The adversary has access to a clone device running the target cryptographic algorithm. This device can be queried with a known key and plaintext while the corresponding leakage measurement is stored. Commonly, the adversary can have infinite queries to characterize a precise profiling model. There are no limits on how many experiments he can do to find such a profiling model. Next, the adversary queries the attack device with known plaintext to obtain the unknown key. The corresponding side-channel leakage measurement is compared to the characterized profiling model to recover the key.

In our threat model, the adversary has a limited number of queries to characterize a profiling model. Additionally, he has a limited number of experiments to conduct hyperparameter tuning. Note, while our framework allows various machine learning tasks, we concentrate on the classification task in this paper, as it is common in the profiled SCA [7,8,9].

3.2 Components of a Successful Attack

Current evaluations for profiled SCA mostly assume that the attacker is unbounded in his computational power. This assumption aims to provide the worst-case scenario for the designer, which should help assess the risk properly. Although the attacker is considered unbounded, he is always bounded, with bounds set ad-hoc, and there are no clear directions one should follow when modeling the realistic attacker.

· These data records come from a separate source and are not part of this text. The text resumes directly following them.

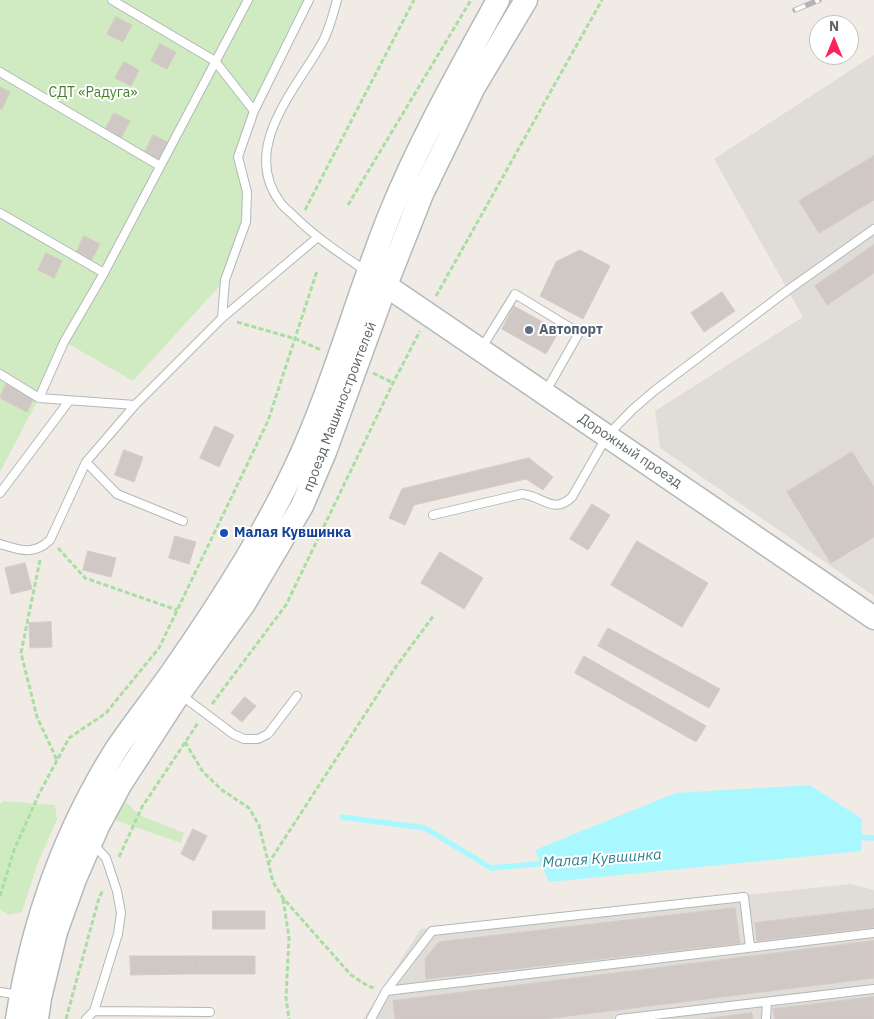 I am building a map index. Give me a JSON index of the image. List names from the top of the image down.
{
  "streets": {
    "main road": ["проезд Машиностроителей", "Дорожный проезд"]
  },
  "crossings": [
    ["проезд Машиностроителей", "Дорожный проезд"]
  ],
  "water": ["Малая Кувшинка"],
  "parks": ["СДТ «Радуга»"],
  "places": ["Автопорт", "Малая Кувшинка"],
  "north": "top"
}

First, we discuss two core assumptions we make in this research. These need to be fulfilled so that general meaningful comparisons between profiled attacks can be made, and our framework can provide exploitable results:

  1. 1.

    Attack must be possible. While our framework does not require the attacker always to succeed, the attack must be possible. For instance, having measurements completely uncorrelated with the labels (set of variables defined from a leakage model) will make our framework not useful. Still, no side-channel attack can succeed if there is no statistical connection between the measurements and labels. Consequently, this is not a drawback of our framework.

  2. 2.

    We consider only profiled (supervised) attacks, and therefore, profiling measurements need to allow learnability about the problem. Profiling measurements that are completely uncorrelated with the attack measurements would make our framework unusable. The hyperparameter tuning (if possible) must allow reaching a useful profiling model. Again, the profiled attacks cannot work if the previous conditions are not fulfilled, which does not represent our framework’s disadvantage.

Next, we examine the three components of a successful attack. The worst-case (strongest) attacker will be unbounded in all three components. Simultaneously, fulfilling only one or two of those components accounts for more realistic settings one encounters in practice:

  1. 1.

    Quantity (the number of measurements) - there must be sufficient measurements in the profiling/test phase to conduct the attack, i.e., to build a reliable profiling model that generalizes to the unseen data. This criterion is a natural one and is already well-known in SCA as researchers usually report the attack’s performance concerning a different number of measurements. There is much less research to determine the minimum number of measurements for a successful attack.

  2. 2.

    Quality (based on the available measurements, it must be possible to find the mapping f between the input (measurements) and output (labels)) - the measurements need to be of sufficient quality to conduct the attack. This condition could be translated into the requirement that the SNR should be sufficiently high or that the data need to have all information required to model the leakage correctly. Finally, this component includes the leakage model’s quality, i.e., the considered leakage model provides sufficient information and the distribution of leakages. Again, like the previous component, this one is well addressed in the SCA community as researchers usually conduct various pre-processing steps, e.g., to select/transform features or align traces.

  3. 3.

    Learnability (hyperparameter tuning) - the attacker needs to learn the profiling model. This perspective also accounts for finding the best possible hyperparameters for the profiling model. The learnability is naturally connected with the quantity and quality components. This component is significantly less addressed, but more recent works show the SCA researchers becoming more interested in it [9,10,11, 27], confirming our claims about the learnability importance. We note that while the researchers usually conduct various tuning procedures, they rarely report how difficult it was to find the hyperparameters used in the end.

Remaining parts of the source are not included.